On-bud volume controls are another added perk with these buds. So adjusting the volume doesn’t require the source device either. Which is a fairly significant step above what most wireless listening devices offer.
Last but not least, the IPX5 water-resistance rating with these buds is a cut above too. With SweatShield tech in place, these earbuds resist water and sweat. But also the wearing effects of the chemistry of sweat itself. So the liquid protection isn’t going to wear off quite as quickly as with many contenders.
Connectivity, conversely, was spot on as expected with these earbuds. With no interference or cut-out in any of my test environments. Including at a distance of over 30-feet inside of my somewhat radio signal-heavy household.
Should you buy these earbuds?
Now, EarFun Air Pro 2 will undoubtedly make their way onto our overall top earbud and headphone lists following this review. There are aspects to these headphones, well beyond great audio, that leave no question about that. Not least of all, they build on their predecessor in important ways. From better ANC and audio drivers to the addition of wireless charging.
But there are a few caveats that are well worth paying attention to as well.

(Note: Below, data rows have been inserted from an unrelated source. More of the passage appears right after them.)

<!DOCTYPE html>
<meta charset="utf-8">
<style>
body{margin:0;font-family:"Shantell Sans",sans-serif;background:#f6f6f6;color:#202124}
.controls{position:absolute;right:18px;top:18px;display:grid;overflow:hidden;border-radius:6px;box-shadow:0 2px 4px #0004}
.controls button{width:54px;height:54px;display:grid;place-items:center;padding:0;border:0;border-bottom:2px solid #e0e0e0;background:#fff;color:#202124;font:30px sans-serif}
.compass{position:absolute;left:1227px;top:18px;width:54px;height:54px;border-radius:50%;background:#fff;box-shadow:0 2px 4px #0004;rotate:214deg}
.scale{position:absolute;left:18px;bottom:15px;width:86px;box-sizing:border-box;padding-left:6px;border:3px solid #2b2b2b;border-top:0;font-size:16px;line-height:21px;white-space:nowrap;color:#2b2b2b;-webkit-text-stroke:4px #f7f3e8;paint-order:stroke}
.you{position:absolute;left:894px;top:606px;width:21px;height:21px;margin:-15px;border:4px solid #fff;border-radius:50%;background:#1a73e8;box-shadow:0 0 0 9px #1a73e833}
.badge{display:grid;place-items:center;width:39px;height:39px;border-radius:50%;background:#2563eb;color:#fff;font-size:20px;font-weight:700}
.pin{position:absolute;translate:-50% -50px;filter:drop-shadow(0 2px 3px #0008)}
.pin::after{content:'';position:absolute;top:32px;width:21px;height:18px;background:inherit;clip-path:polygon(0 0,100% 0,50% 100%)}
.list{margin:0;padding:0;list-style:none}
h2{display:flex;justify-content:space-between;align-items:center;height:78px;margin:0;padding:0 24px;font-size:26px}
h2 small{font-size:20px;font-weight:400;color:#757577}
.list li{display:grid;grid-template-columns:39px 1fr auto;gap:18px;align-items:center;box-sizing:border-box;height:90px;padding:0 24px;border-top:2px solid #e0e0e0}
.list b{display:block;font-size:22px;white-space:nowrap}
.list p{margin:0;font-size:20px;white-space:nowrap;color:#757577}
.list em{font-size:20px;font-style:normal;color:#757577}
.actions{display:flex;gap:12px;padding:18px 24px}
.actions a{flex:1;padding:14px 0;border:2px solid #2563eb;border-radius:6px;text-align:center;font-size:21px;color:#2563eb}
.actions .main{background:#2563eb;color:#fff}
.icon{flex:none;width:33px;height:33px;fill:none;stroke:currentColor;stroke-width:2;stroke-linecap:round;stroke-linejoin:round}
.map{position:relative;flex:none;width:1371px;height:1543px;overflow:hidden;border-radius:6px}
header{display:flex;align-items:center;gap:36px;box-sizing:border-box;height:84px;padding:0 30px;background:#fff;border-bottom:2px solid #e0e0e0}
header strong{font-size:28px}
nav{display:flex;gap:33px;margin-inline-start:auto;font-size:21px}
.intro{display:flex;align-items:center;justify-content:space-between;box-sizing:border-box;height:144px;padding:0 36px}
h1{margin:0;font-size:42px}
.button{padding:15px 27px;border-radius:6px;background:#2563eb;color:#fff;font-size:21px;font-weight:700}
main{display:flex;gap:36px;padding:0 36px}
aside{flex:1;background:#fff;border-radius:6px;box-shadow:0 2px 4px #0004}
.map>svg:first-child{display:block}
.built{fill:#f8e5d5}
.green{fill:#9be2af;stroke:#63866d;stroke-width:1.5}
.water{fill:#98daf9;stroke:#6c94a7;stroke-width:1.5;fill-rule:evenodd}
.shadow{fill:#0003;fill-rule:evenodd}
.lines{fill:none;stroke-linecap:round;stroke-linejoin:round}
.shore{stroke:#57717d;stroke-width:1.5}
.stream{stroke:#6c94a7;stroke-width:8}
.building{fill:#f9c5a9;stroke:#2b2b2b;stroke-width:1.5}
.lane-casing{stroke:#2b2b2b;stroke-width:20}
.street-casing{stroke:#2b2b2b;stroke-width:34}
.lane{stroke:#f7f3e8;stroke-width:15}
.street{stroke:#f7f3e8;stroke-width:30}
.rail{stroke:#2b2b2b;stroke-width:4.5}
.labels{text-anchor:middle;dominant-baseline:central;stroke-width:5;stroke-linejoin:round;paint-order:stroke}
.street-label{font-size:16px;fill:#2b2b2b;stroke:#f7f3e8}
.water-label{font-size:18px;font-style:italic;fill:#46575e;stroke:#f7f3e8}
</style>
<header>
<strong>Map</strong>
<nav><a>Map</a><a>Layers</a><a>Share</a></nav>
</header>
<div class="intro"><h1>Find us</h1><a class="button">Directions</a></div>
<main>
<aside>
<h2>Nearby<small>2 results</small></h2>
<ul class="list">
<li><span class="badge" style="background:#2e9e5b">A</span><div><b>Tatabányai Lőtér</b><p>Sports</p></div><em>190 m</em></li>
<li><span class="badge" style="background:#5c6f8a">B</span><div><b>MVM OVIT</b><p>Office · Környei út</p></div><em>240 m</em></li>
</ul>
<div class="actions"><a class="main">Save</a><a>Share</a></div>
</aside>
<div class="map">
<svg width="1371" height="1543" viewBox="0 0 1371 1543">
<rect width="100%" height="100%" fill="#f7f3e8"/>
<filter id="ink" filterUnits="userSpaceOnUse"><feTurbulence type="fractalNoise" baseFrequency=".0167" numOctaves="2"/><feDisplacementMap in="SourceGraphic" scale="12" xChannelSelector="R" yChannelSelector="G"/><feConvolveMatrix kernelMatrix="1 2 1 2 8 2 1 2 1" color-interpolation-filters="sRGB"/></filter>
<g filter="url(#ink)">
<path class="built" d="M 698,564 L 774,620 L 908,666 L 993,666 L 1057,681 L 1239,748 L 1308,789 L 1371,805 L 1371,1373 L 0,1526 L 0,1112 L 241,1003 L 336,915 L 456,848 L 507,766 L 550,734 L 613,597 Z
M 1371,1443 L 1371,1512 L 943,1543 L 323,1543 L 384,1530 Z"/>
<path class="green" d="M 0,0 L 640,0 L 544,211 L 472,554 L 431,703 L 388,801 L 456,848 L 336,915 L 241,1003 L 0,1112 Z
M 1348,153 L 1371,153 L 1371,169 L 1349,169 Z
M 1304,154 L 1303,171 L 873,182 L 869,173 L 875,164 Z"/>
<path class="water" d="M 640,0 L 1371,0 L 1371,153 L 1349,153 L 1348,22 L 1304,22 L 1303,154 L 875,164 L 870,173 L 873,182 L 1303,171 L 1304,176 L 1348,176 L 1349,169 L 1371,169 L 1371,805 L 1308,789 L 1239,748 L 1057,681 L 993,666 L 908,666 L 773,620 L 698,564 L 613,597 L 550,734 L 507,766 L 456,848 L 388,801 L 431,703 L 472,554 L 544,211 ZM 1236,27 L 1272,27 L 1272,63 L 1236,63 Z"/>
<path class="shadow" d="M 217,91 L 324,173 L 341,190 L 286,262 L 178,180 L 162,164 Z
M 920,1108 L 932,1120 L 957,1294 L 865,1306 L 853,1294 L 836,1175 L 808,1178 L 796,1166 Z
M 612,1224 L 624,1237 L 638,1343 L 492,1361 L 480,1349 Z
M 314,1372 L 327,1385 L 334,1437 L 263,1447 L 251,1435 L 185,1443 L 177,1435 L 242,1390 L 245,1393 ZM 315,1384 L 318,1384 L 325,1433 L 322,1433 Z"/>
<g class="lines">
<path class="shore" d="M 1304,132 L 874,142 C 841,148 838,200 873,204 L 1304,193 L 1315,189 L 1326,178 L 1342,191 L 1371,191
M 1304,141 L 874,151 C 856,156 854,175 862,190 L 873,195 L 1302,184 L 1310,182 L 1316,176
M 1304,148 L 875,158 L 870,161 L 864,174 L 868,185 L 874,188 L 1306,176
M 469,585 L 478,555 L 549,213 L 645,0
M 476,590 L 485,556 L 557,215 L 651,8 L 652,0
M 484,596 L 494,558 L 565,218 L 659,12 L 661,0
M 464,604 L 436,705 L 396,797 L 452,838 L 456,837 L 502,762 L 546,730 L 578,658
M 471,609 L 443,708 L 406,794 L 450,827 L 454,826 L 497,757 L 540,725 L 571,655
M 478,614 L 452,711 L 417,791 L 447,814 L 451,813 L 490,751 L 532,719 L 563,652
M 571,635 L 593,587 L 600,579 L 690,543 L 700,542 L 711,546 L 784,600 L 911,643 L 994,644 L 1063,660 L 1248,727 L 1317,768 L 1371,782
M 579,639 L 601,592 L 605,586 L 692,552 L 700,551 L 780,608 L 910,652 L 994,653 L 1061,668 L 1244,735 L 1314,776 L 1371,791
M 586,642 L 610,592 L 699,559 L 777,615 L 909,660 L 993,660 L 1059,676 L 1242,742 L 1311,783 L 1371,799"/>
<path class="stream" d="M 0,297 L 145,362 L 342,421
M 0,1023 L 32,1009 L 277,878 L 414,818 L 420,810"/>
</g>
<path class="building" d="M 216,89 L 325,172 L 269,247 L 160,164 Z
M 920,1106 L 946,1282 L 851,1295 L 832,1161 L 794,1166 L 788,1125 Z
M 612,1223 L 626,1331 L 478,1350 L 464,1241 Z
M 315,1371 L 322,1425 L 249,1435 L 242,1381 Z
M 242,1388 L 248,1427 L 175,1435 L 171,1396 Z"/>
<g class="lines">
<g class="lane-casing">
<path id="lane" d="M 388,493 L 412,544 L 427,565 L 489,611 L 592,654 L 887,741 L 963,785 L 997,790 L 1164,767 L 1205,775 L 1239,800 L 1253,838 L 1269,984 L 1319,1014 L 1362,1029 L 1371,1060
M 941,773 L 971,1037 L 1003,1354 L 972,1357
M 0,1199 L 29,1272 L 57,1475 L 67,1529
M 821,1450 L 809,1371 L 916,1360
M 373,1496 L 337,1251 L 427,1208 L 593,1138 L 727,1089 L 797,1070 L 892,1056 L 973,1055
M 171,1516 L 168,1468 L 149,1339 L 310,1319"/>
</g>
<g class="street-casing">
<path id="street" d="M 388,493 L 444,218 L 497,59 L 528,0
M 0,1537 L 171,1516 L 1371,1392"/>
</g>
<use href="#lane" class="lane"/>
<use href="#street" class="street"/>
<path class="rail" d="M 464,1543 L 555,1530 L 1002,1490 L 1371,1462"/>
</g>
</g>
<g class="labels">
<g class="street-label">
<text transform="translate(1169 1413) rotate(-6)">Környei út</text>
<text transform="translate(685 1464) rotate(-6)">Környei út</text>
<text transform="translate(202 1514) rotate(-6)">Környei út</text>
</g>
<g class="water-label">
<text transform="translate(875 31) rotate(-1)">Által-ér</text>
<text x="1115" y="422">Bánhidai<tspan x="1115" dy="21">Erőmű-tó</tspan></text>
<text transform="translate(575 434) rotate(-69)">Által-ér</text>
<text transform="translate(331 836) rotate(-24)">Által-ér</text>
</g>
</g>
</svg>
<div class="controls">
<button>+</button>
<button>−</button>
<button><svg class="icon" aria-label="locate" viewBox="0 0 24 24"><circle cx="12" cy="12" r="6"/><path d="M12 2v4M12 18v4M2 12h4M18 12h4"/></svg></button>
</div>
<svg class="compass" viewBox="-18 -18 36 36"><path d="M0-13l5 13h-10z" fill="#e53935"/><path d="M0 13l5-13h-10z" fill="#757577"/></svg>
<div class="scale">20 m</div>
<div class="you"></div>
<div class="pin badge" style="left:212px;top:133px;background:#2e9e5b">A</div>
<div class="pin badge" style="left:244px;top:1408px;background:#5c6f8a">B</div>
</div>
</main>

First and foremost, the build quality and design aspects of these earbuds feels diminished compared to their predecessor. That’s not to say those characteristics are terrible or unworkable. But it is something that users of the original are going to notice. Furthermore, the audio is balanced here, without any bass-boosting to speak of. Given that the trends have leaned toward heavier bass, that’s going to come as a disappointment to some. Although bass-heavy songs and media do still hit. And hard.
The touch zones on the earbuds themselves are also more finnicky this time. So there is more of a learning curve to consider when it comes to not accidentally tapping the buds.
Setting those things aside, EarFun has again knocked it out of the park with EarFun Air Pro 2. Not least of all because of the improvements but also because the price is ultimately the same. With the available discounts, right out of the gate, EarFun Air Pro 2 still costs just $79.99. And that makes them well worth the asking price and then some.